The other day I was putting together a comparison of various media CPMs (define) to contextualize the extra value of paid search impressions for a local business client. So I went to Google and found the website of a local newspaper yesterday, looking for a rate card.
There was no online rate card. There was no “Advertiser” tab. There was no “About Us” or site map. I looked through all the contact us info. Nothing. There was a link to “Place your Classified Ad” (catering to the dwindling minority who’d rather place a classified ad than go on Craig’s List or eBay) but even that section had no link to display advertising information or an advertising department.
I spent 10 minutes searching the site, then returning to Google and trying a deeper search there. Finally, I picked up the phone. And got an answer in 30 seconds and a PDF of a rate card emailed to me in minutes.
Aside from the silly feeling I got from inhaling a little too much high tech irony while bouncing online and off, it occurred to me that this was a perfect example of what integrated marketing is not. It was, in fact, “segregated marketing.”

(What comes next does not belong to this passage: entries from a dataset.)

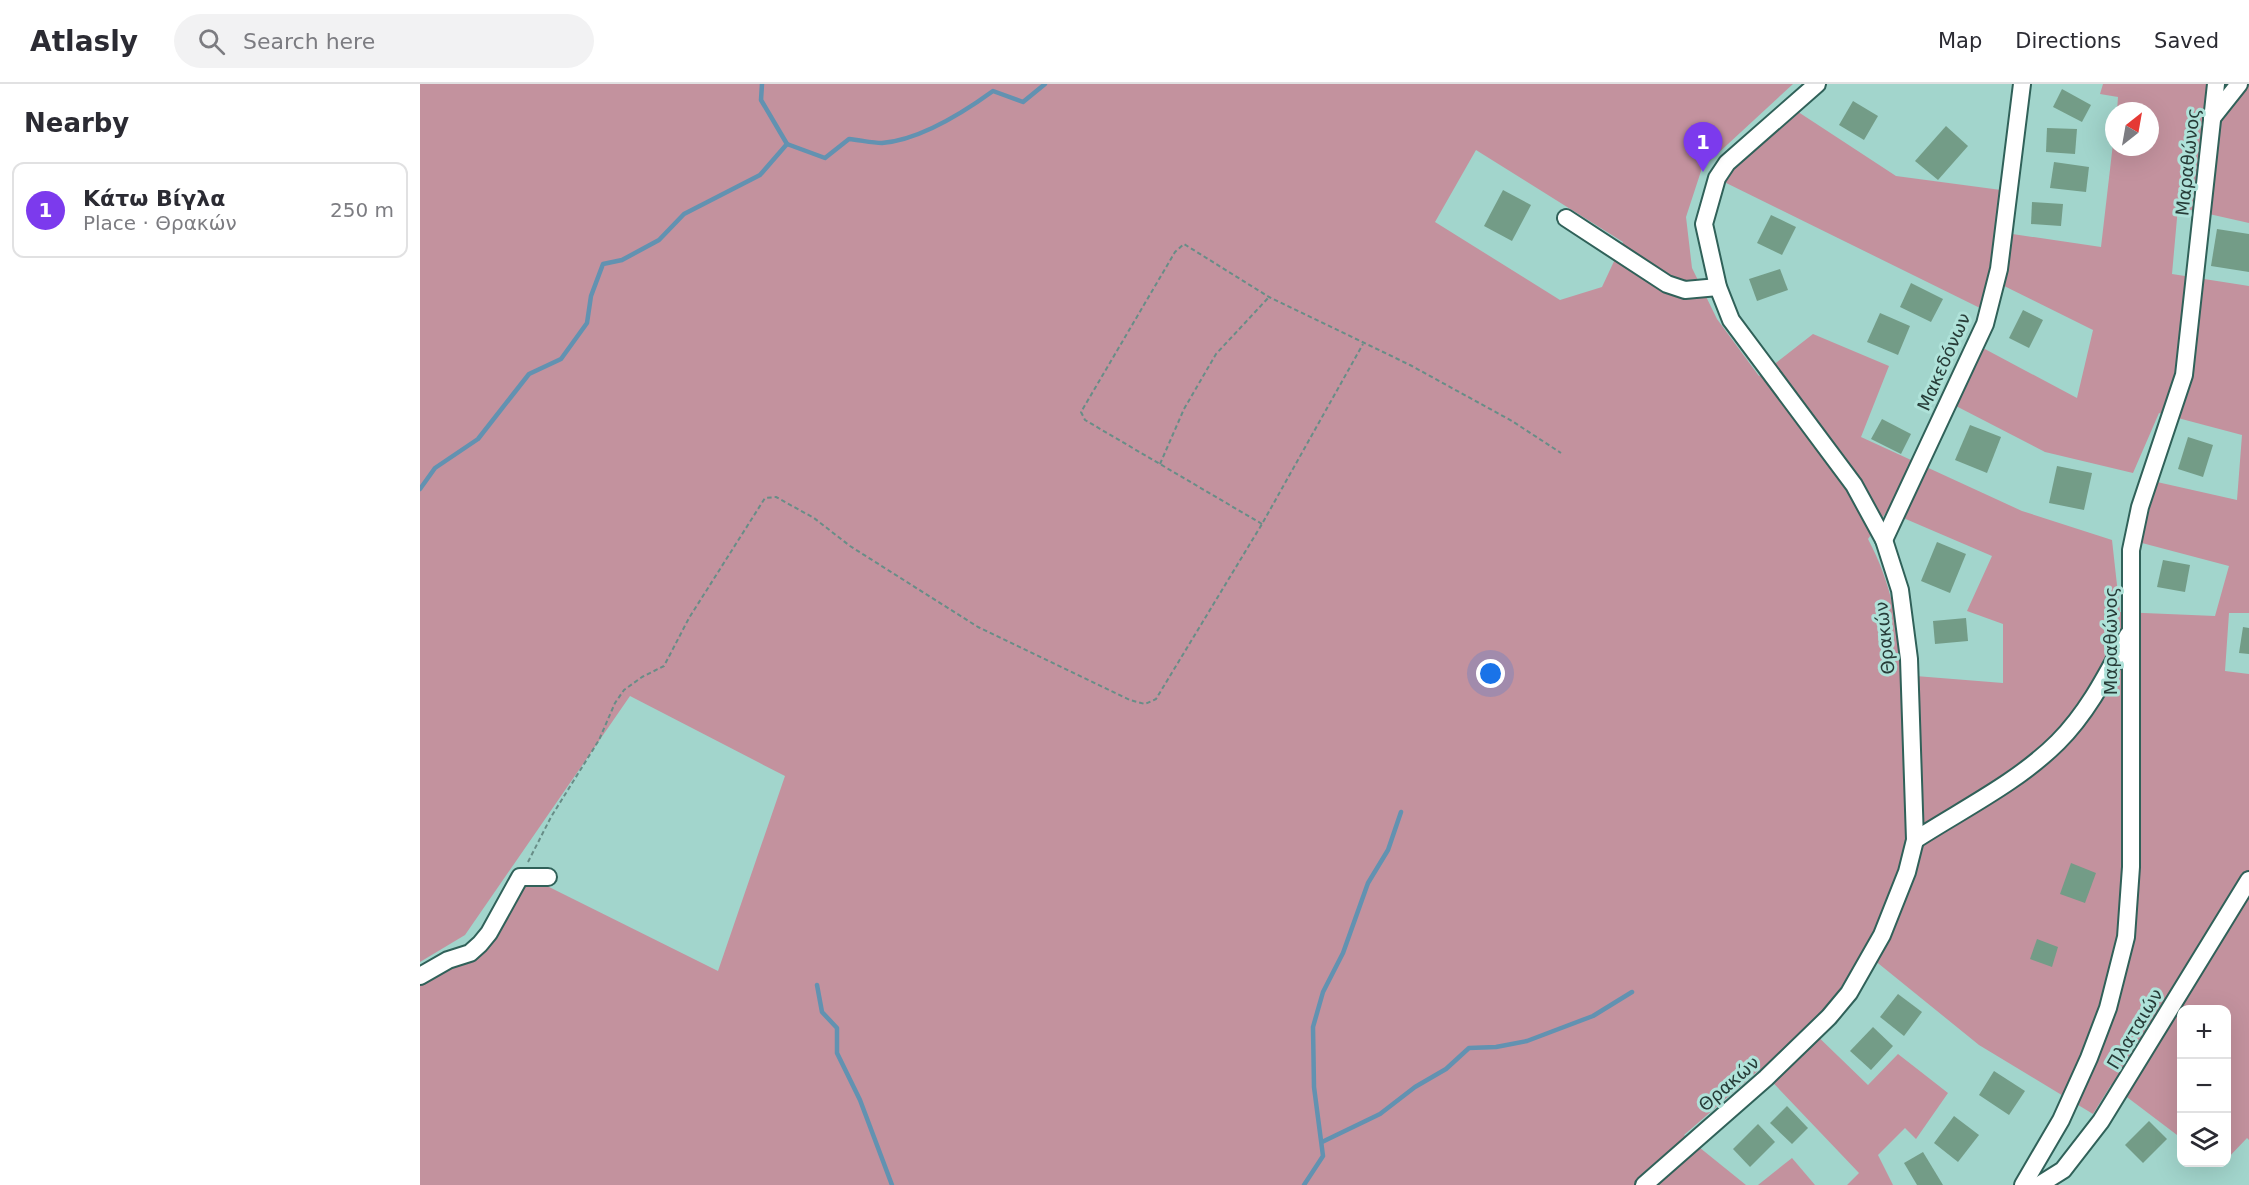 <!DOCTYPE html>
<html lang="en">
<head>
<meta charset="utf-8">
<style>
  body { margin:0; font-family:"DejaVu Sans",sans-serif; background:#f2f2f3; color:#2b2b33 }
  .controls { position:absolute; right:18px; bottom:18px; display:grid; overflow:hidden; border-radius:12px; box-shadow:0 6px 24px #0002 }
  .controls button { width:54px; height:54px; display:grid; place-items:center; padding:0; border:0; border-bottom:2px solid #e1e1e2; background:#fff; color:#2b2b33; font:30px sans-serif }
  .compass { position:absolute; left:1685px; top:18px; width:54px; height:54px; border-radius:50%; background:#fff; box-shadow:0 6px 24px #0002; rotate:31deg }
  .you { position:absolute; left:1071px; top:590px; width:21px; height:21px; margin:-15px; border:4px solid #fff; border-radius:50%; background:#1a73e8; box-shadow:0 0 0 9px #1a73e833 }
  .badge { display:grid; place-items:center; width:39px; height:39px; border-radius:50%; background:#7c3aed; color:#fff; font-size:20px; font-weight:700 }
  .pin { position:absolute; translate:-50% -50px; filter:drop-shadow(0 2px 3px #0008) }
  .pin::after { content:''; position:absolute; top:32px; width:21px; height:18px; background:inherit; clip-path:polygon(0 0,100% 0,50% 100%) }
  .list { margin:0; padding:0; list-style:none }
  h2 { display:flex; justify-content:space-between; align-items:center; height:78px; margin:0; padding:0 24px; font-size:26px }
  h2 small { font-size:20px; font-weight:400; color:#7c7c81 }
  .list li { display:grid; grid-template-columns:39px 1fr auto; gap:18px; align-items:center; box-sizing:border-box; height:96px; margin:0 12px 12px; padding:0 12px; border:2px solid #e1e1e2; border-radius:12px }
  .list b { display:block; font-size:22px; white-space:nowrap }
  .list p { margin:0; font-size:20px; white-space:nowrap; color:#7c7c81 }
  .list em { font-size:20px; font-style:normal; color:#7c7c81 }
  .icon { flex:none; width:33px; height:33px; fill:none; stroke:currentColor; stroke-width:2; stroke-linecap:round; stroke-linejoin:round }
  .map { position:relative; flex:none; width:1829px; height:1101px; overflow:hidden }
  header { display:flex; align-items:center; gap:36px; box-sizing:border-box; height:84px; padding:0 30px; background:#fff; border-bottom:2px solid #e1e1e2 }
  header strong { font-size:28px }
  nav { display:flex; gap:33px; margin-inline-start:auto; font-size:21px }
  .search { width:420px; height:54px; background:#f2f2f3; display:flex; align-items:center; gap:15px; box-sizing:border-box; padding:0 21px; border-radius:33px; color:#7c7c81; font-size:22px }
  main { display:flex }
  aside { flex:1; background:#fff }
  .map>svg:first-child { display:block }
  .green { fill:#c3929e; fill-rule:evenodd }
  .lines { fill:none; stroke-linecap:round; stroke-linejoin:round }
  .stream { stroke:#6292b1; stroke-width:4.5 }
  .building { fill:#739c87 }
  .minor-casing { stroke:#306159; stroke-width:20 }
  .path { stroke:#688d87; stroke-width:2; stroke-dasharray:4.5 3; stroke-linecap:butt }
  .minor { stroke:#fff; stroke-width:16 }
  .labels { text-anchor:middle; stroke-width:6; stroke-linejoin:round; paint-order:stroke }
  .street-label { font-size:18px; fill:#273c38; stroke:#afe2d9 }
</style>
</head>
<body>
<header>
<strong>Atlasly</strong>
<div class="search"><svg class="icon" aria-label="search" viewBox="0 0 24 24"><circle cx="10" cy="10" r="6"/><path d="M15 15l6 6"/></svg>Search here</div>
<nav><a>Map</a><a>Directions</a><a>Saved</a></nav>
</header>
<main>
<aside>
<h2>Nearby<small></small></h2>
<ul class="list">
<li><span class="badge">1</span><div><b>Κάτω Βίγλα</b><p>Place · Θρακών</p></div><em>250 m</em></li>
</ul>
</aside>
<div class="map">
<svg width="1829" height="1101" viewBox="0 0 1829 1101">
  <rect width="100%" height="100%" fill="#a2d5cc"/>
  <g class="green">
    <path d="M0,0H1373L1282,84L1266,133L1272,184L1297,235L1339,292L1393,250L1469,282L1441,353L1602,427L1692,456L1700,528L1795,532L1809,482L1722,459L1724,432L1737,398L1817,416L1822,351L1739,329L1713,389L1625,368L1536,322L1563,264L1657,314L1673,246L1572,196L1562,225L1290,91L1363,18L1476,92L1581,106L1579,148L1681,163L1694,51V63H1730V27H1697L1698,13L1680,10L1683,0H1829V139L1758,123L1752,190L1829,202V529H1809L1805,587L1829,590V1056L1827,1054L1807,1075L1806,926H1762L1761,1054L1691,1001L1673,1030L1559,961L1443,867L1417,910L1388,943L1448,1001L1478,970L1528,1009L1496,1055L1485,1044L1458,1071L1473,1101H1427L1439,1089L1340,985L1264,1051L1326,1101H0V901L70,859L105,801L119,798L298,887L365,692L210,612L45,851L0,878ZM1056,66L1203,158L1182,203L1140,216L1015,138ZM1467,427L1572,472L1547,527L1583,540V599L1483,591C1478,541 1472,500 1448,455Z"/>
    <path d="M1372,1074L1395,1101H1338Z"/>
  </g>
  <g class="lines">
    <g class="stream">
      <path d="M342,0L341,16L367,60L405,74L429,55C440,56 452,59 462,59C500,56 544,28 573,7L603,18L625,0"/>
      <path d="M0,405L15,384L58,355L109,290L141,275L167,239L171,212L183,180L202,176L239,156L264,130L340,91L367,60"/>
      <path d="M397,901L402,928L417,944V969L440,1016L472,1101"/>
      <path d="M902,1058L960,1030L995,1003L1026,985L1049,964L1076,963L1107,957L1173,932L1212,908"/>
      <path d="M884,1101L903,1072L894,1003L893,943L903,908L923,869L948,799L968,766L981,728"/>
    </g>
  </g>
  <g class="building">
    <path d="M1642,5L1671,21L1662,38L1633,23Z"/>
    <path d="M1433,17L1458,32L1444,56L1419,41Z"/>
    <path d="M1526,42L1548,62L1518,96L1495,77Z"/>
    <path d="M1627,44L1657,45L1655,70L1626,68Z"/>
    <path d="M1634,78L1669,83L1666,108L1630,104Z"/>
    <path d="M1083,106L1111,121L1092,157L1064,142Z"/>
    <path d="M1612,118L1643,120L1641,142L1611,140Z"/>
    <path d="M1351,131L1376,143L1362,171L1337,159Z"/>
    <path d="M1797,145L1829,150V188L1791,182Z"/>
    <path d="M1360,185L1368,206L1337,217L1329,195Z"/>
    <path d="M1491,199L1523,215L1511,238L1480,223Z"/>
    <path d="M1603,226L1623,236L1609,264L1589,254Z"/>
    <path d="M1460,229L1490,242L1478,271L1447,258Z"/>
    <path d="M1462,335L1491,350L1481,370L1451,355Z"/>
    <path d="M1550,341L1581,353L1567,389L1535,376Z"/>
    <path d="M1768,353L1793,361L1783,393L1758,385Z"/>
    <path d="M1637,382L1672,389L1664,426L1629,419Z"/>
    <path d="M1517,458L1546,470L1530,509L1501,497Z"/>
    <path d="M1743,476L1770,481L1765,508L1737,503Z"/>
    <path d="M1546,534L1548,557L1515,560L1513,537Z"/>
    <path d="M1823,543L1829,544V570L1819,569Z"/>
    <path d="M1651,779L1676,789L1665,819L1640,810Z"/>
    <path d="M1617,855L1638,863L1632,883L1610,875Z"/>
    <path d="M1478,910L1502,928L1484,952L1460,933Z"/>
    <path d="M1453,943L1473,962L1451,986L1430,967Z"/>
    <path d="M1574,987L1605,1007L1589,1031L1559,1011Z"/>
    <path d="M1367,1022L1388,1044L1372,1060L1350,1039Z"/>
    <path d="M1534,1032L1559,1051L1538,1078L1514,1059Z"/>
    <path d="M1729,1037L1747,1055L1723,1079L1705,1061Z"/>
    <path d="M1338,1040L1355,1058L1330,1083L1313,1065Z"/>
    <path d="M1503,1068L1523,1101H1497L1484,1079Z"/>
  </g>
  <g class="lines">
    <g class="minor-casing">
      <g id="minor">
        <path d="M1792,34L1819,0"/>
        <path d="M1146,134L1247,200L1265,206L1298,203"/>
        <path d="M1464,456L1565,240L1579,185L1602,0"/>
        <path d="M1495,756C1543,725 1598,698 1638,658C1669,627 1688,588 1708,551"/>
        <path d="M0,892L28,876L50,869L60,860L69,849L100,793H128"/>
        <path d="M1224,1101L1346,994L1409,933L1429,909L1462,851L1487,788L1495,756L1489,575L1480,506L1464,456L1434,401L1311,236L1298,203L1284,140L1297,94L1307,79L1397,0"/>
        <path d="M1603,1101L1641,1036L1669,974L1688,924L1706,853L1711,783V466L1720,423L1764,291L1796,0"/>
        <path d="M1619,1101L1643,1086L1681,1037L1829,796"/>
      </g>
    </g>
    <g class="path">
      <path d="M740,380L764,325L796,270L849,213"/>
      <path d="M842,440L665,336L661,328L755,168L764,160L849,213L990,281L1092,337L1141,369"/>
      <path d="M108,778L131,733L179,656L195,619L204,606L222,593L244,582L269,534L345,414L356,413L394,434L430,462L558,543L710,616L725,620L736,615L842,440L943,260"/>
    </g>
    <use href="#minor" class="minor"/>
  </g>
  <g class="labels">
    <g class="street-label">
      <text transform="translate(1768 78) rotate(-84)" y="6">Μαραθώνος</text>
      <text transform="translate(1524 278) rotate(-66)" y="6">Μακεδόνων</text>
      <text transform="translate(1465 554) rotate(-96)" y="6">Θρακών</text>
      <text transform="translate(1691 557) rotate(-90)" y="6">Μαραθώνος</text>
      <text transform="translate(1715 945) rotate(-59)" y="6">Πλαταιών</text>
      <text transform="translate(1309 1000) rotate(-41)" y="6">Θρακών</text>
    </g>
  </g>
</svg>
<div class="controls">
<button>+</button>
<button>−</button>
<button><svg class="icon" aria-label="layers" viewBox="0 0 24 24"><path d="M12 4l9 5-9 5-9-5zM3 14l9 5 9-5"/></svg></button>
</div>
<svg class="compass" viewBox="-18 -18 36 36"><path d="M0-13l5 13h-10z" fill="#e53935"/><path d="M0 13l5-13h-10z" fill="#7c7c81"/></svg>
<div class="you"></div>
<div class="pin badge" style="left:1283px;top:88px">1</div>
</div>
</main>
</body>
</html>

Integrated marketing is not forcing someone out of one channel and into another. Or making a potential customer feel foolish for having pursued a quite reasonable course of action. I believe that integrated marketing is about providing a consistent experience to your stakeholders, preferably organic, authentic and respectful.
I read a great post the other day by Elana Anderson on ClickZ called “Five Fundamentals of Integrated Marketing” . When asked for examples of integrated marketing companies, she said that while there are plenty of good integrated marketing programs, she had seen few companies that truly excel at integrated marketing.
The Center for Media Research is a bit more positive, reporting on an ANA study that finds that while integrated marketing is a trend and that 2/3 of executives surveyed say the feel their company’s marketing function has become more integrated, only 13% of them are satisfied with their company’s marketing structure.
So with that, here’s the first of what I hope will be many insight-provoking questions.
Can somebody please explain to me why we (marketers & consumers) still tolerate segregated marketing?